Member of the European Parliament
- Constituency: Netherlands
- In office 14 July 2009 – 17 August 2011
- In office 1 December 2011 – 1 July 2014

Personal details
- Born: 12 September 1980 (age 45) Delft, Netherlands
- Party: Christian Democratic Appeal (-2006); Party for Freedom (2006–2011); Article 50 (2012–2014);
- Alma mater: Leiden University

= Daniël van der Stoep =

Dutch politician (born 1980)

Daniël Teunis van der Stoep (born 12 September 1980, Delft) is a Dutch politician who was a Member of the European Parliament (MEP) during two periods from July 2009 to August 2011 and from December 2011 to July 2014.

== Career ==
He was elected to the European Parliament for the Party for Freedom (PVV) at the 2009 election.
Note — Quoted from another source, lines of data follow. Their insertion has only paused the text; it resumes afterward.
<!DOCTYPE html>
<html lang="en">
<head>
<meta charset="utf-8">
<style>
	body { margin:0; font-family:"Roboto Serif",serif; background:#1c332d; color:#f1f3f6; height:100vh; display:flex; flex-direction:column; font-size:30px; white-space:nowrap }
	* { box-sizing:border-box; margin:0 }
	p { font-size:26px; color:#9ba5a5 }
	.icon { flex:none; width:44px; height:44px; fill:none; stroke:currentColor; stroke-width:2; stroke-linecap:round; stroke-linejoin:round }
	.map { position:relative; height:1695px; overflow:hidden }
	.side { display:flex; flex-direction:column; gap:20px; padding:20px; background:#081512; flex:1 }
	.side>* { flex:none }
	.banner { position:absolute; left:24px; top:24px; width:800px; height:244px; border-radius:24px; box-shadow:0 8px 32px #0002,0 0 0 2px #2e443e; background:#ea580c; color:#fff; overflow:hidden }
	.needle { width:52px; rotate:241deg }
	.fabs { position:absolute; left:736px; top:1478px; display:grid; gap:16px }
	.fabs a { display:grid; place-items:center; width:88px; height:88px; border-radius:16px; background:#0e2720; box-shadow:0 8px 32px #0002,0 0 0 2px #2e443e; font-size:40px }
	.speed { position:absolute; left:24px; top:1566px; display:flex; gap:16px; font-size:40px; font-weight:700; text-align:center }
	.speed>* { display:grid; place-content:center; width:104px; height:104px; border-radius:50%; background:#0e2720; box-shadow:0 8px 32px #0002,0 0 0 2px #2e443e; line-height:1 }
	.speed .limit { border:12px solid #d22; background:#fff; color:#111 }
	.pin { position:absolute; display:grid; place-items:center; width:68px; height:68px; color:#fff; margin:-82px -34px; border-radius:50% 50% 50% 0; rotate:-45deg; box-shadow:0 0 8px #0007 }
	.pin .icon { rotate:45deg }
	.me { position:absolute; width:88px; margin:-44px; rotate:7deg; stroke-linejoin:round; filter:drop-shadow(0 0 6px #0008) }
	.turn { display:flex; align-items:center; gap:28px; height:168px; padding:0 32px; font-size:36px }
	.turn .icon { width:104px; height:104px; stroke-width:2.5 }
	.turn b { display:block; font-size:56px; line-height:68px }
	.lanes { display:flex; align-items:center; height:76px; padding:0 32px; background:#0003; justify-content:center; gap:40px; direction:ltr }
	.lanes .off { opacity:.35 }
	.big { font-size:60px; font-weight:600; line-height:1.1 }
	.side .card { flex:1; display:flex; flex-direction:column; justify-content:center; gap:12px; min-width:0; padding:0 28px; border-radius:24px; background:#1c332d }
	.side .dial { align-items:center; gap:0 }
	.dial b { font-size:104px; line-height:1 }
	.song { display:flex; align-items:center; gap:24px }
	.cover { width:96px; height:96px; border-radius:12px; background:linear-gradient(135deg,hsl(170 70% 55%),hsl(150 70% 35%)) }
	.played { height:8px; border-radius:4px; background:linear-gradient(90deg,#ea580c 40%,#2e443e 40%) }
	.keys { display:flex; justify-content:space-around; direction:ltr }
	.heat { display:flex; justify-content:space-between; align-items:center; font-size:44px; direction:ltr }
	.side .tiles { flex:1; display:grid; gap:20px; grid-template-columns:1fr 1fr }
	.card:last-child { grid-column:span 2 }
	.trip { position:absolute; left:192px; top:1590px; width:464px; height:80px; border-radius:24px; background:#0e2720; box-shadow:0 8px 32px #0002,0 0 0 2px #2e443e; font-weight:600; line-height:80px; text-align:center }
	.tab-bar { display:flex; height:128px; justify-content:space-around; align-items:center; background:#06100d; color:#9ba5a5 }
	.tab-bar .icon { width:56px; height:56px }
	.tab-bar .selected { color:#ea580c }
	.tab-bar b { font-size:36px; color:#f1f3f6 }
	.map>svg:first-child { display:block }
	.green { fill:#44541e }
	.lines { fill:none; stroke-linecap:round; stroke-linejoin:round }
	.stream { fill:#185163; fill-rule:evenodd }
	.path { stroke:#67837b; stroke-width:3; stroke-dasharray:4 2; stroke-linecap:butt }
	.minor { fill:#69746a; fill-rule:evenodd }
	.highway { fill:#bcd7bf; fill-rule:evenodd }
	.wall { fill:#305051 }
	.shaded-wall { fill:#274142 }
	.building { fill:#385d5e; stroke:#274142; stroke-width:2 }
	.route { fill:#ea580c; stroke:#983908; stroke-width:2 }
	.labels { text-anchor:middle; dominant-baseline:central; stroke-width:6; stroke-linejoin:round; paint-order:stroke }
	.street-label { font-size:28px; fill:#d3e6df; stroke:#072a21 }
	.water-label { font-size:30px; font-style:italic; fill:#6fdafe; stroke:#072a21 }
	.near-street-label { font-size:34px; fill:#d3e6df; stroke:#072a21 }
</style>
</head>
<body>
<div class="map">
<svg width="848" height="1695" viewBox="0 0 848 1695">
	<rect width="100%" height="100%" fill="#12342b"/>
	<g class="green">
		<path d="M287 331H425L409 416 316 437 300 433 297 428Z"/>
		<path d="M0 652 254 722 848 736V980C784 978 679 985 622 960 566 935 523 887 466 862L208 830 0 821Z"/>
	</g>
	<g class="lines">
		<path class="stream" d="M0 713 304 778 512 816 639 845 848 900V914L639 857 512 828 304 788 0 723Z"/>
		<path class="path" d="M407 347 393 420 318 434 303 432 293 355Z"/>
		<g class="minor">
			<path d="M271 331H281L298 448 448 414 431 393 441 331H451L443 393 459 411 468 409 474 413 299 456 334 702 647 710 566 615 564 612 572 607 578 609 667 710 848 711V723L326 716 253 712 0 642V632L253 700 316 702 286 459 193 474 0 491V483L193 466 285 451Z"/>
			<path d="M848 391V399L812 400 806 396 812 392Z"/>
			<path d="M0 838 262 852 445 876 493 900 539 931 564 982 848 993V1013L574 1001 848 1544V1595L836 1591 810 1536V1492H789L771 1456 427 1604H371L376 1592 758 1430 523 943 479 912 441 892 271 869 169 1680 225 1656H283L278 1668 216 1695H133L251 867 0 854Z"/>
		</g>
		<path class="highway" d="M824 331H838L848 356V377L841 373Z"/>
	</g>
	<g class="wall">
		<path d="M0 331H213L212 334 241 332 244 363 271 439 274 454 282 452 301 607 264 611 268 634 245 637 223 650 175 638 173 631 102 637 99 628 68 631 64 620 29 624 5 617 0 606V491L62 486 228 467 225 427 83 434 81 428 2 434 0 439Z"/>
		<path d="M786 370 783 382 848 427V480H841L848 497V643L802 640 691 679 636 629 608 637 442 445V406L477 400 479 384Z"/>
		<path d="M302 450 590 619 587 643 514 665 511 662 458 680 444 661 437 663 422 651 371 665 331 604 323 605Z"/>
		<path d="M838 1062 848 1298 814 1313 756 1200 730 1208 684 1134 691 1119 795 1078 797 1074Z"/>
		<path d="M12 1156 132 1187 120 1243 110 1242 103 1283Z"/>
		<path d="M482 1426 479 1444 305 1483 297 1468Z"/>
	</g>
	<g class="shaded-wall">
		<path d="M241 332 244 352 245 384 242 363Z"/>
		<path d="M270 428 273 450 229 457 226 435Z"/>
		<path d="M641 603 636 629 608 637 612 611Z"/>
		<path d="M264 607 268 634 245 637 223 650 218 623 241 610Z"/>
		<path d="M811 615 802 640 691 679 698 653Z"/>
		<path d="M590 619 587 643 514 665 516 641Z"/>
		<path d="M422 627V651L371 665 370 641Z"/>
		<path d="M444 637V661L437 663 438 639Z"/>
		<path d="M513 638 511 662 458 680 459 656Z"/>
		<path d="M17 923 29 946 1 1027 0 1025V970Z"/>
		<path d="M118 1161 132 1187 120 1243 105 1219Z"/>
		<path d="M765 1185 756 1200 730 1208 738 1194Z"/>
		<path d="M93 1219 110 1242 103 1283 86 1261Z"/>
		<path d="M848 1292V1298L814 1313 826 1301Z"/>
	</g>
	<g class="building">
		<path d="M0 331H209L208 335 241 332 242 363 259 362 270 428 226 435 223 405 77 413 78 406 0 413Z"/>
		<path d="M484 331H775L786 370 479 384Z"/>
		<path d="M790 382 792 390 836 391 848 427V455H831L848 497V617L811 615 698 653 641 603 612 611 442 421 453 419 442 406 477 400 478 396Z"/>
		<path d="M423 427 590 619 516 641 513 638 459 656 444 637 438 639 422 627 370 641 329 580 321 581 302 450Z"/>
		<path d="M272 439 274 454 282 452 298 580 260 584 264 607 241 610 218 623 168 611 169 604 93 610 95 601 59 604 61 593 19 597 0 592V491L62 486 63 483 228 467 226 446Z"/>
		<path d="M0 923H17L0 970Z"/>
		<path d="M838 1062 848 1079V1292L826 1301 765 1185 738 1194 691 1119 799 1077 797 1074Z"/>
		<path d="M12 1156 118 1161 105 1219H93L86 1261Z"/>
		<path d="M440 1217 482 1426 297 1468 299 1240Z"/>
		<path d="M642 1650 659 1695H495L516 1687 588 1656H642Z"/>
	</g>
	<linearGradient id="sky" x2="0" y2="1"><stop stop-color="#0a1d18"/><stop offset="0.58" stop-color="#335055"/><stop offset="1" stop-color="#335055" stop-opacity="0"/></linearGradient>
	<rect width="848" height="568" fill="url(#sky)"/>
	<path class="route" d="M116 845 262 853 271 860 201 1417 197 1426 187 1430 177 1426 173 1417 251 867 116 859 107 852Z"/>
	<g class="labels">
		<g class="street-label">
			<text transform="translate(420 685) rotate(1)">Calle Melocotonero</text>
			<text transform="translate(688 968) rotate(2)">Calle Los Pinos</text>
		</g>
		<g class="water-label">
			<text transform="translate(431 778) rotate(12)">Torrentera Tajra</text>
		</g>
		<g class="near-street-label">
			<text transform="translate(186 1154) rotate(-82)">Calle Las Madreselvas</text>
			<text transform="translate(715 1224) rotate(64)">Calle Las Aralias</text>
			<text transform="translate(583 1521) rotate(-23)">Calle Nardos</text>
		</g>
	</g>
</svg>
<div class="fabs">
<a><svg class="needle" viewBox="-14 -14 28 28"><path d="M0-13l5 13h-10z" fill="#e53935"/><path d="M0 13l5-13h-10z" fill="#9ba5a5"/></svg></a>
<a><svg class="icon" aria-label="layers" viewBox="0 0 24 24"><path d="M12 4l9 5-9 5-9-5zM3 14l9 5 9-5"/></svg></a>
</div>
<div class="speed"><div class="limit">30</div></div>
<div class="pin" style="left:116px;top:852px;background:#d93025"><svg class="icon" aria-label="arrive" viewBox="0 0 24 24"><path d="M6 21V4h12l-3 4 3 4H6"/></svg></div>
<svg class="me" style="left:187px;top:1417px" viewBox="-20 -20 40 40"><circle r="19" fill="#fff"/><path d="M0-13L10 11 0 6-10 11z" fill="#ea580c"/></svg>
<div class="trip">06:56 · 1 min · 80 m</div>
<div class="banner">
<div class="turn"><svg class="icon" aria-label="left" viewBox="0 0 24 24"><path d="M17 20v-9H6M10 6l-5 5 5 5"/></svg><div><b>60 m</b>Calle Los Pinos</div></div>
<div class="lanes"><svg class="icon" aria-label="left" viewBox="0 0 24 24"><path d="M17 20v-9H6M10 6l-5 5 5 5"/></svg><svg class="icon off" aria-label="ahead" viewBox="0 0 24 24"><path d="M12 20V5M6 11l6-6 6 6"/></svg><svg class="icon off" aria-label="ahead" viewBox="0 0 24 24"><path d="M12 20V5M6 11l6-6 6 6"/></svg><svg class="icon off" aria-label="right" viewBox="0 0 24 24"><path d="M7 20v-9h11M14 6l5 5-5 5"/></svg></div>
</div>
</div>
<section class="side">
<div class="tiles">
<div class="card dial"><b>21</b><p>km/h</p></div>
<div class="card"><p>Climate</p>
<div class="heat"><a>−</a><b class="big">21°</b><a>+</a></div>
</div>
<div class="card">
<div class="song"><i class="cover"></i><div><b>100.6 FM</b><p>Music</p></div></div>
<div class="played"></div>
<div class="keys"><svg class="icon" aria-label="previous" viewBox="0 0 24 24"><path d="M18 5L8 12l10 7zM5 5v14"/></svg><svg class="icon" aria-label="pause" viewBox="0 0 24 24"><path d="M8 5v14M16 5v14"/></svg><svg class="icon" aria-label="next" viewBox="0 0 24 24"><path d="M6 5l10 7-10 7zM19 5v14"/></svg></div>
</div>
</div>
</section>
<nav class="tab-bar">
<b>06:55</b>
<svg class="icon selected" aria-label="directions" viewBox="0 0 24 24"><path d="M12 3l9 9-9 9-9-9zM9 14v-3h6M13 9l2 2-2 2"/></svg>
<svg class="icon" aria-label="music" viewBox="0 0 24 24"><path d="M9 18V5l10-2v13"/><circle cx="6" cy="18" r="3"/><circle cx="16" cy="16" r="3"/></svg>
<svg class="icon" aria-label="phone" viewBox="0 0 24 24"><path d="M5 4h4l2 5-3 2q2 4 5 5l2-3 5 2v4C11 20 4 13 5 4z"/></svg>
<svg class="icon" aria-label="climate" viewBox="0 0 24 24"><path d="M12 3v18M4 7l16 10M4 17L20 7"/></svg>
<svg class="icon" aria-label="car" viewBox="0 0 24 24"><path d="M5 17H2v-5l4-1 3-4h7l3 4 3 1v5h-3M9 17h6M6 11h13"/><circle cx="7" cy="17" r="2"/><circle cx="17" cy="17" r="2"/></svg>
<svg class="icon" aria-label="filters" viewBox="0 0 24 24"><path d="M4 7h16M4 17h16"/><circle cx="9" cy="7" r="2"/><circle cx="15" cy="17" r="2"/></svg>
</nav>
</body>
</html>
He resigned as an MEP on 17 August 2011, having caused a car crash when drunken driving, and was replaced by Auke Zijlstra. He returned to the European Parliament on 14 December 2011, after the Treaty of Lisbon expanded the Parliament by eighteen MEPs. It was initially disputed Patricia van der Kammen should be elected. However, the PVV did not allow him to rejoin their delegation, and went on as an independent. In 2012, Van der Stoep founded his own party, Article 50, with the intention of participating in the 2014 European Parliament election. The name refers to Article 50 of the Treaty on European Union, of which the first sentence is "Any Member State may decide to withdraw from the Union in accordance with its own constitutional requirements." In the 2014 European Parliament elections the party did not earn a seat; it was merged with For the Netherlands after Van der Stoep's departure.

===Salary===

Daniël van der Stoep has been very public in regards to his salary and expenditures granted by the European Parliament. In a European Union documentary by Peter Vlemmix, he has reported his monthly salary to be 8000 Euros plus the allowance to request 300 euros daily without the need of explaining, other forms of benefits and expenditures are also included. In another YouTube video featuring Van der Stoep, he has explained and demonstrated the luxury and the expenses he and the other members of parliament enjoy. He has told that he would be willing to get a lower salary but has not undertook any measures to reject the benefits entitled to him by the European parliament, neither it looks like he presented any proposition in front of the parliament to pass any law demanding reducing EU members of parliament benefits.

== Conviction ==
On November 11, 2015, the Public Prosecutor's Office confirmed that Van der Stoep was suspected of at least three attempts at fornication with underage girls in the period from 2012 to early 2014. He allegedly offered money, cocaine, cigarettes, drinks, hotel stays and holidays, among other things, abusing his status as a Member of the European Parliament. On 24 November 2015, the Public Prosecution Service demanded five months' imprisonment (three of which was conditional) and a 240-hour community sentence before the court in The Hague. On December 8, Van der Stoep was sentenced in accordance with the requirement. In August 2018, on appeal, the unconditional prison sentence was converted into 3 months probation.